Approach: To solve the problem, follow the below idea:

The problem can be solved using Dynamic Programming to find the number of ways to construct a particular sum. Maintain a dp[] array such that dp[i] stores the number of ways to construct sum = i. There are only 6 possible sums when we throw a dice: 1, 2, 3, 4, 5 and 6. So, if we want to find the number of ways to construct sum = S after throwing a dice, there are 6 outcomes:

• The dice outcome was 1: So, the number of ways to construct sum = S, will be equal to the number of ways to construct sum = S – 1.
• The dice outcome was 2: So, the number of ways to construct sum = S, will be equal to the number of ways to construct sum = S – 2.
• The dice outcome was 3: So, the number of ways to construct sum = S, will be equal to the number of ways to construct sum = S – 3.
• The dice outcome was 4: So, the number of ways to construct sum = S, will be equal to the number of ways to construct sum = S – 4.
• The dice outcome was 5: So, the number of ways to construct sum = S, will be equal to the number of ways to construct sum = S – 5.
• The dice outcome was 6: So, the number of ways to construct sum = S, will be equal to the number of ways to construct sum = S – 6.

This means to construct a sum S, the total number of ways will be sum of all ways to construct sum from (S – 6) to (S – 1).
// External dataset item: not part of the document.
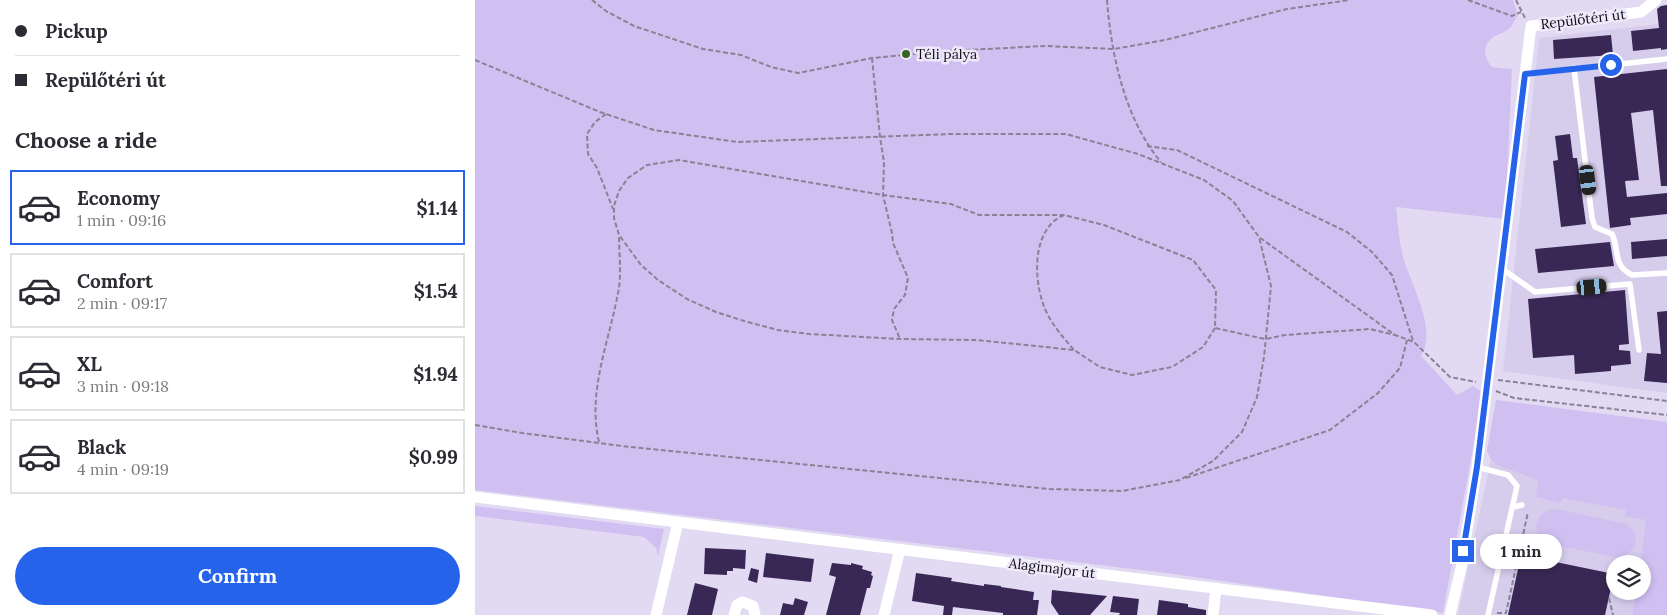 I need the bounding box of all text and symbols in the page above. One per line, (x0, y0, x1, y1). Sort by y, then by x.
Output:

Now, we can construct the dp[] array as:

dp[i] = ∑(dp[i – j]), where j ranges from 1 to 6.

Step-by-step algorithm:

• Initialize a dp[] array such that dp[i] stores the number of ways we can construct sum = i.
• Initialize dp[0] = 1 as there is only 1 way to make sum = 0, that is to not throw any die at all.
• Iterate i from 1 to X and calculate number of ways to make sum = i.
• Iterate j over all possible values of the last die to make sum = i and add dp[i – j] to dp[i].
• After all the iterations, return the final answer as dp[X].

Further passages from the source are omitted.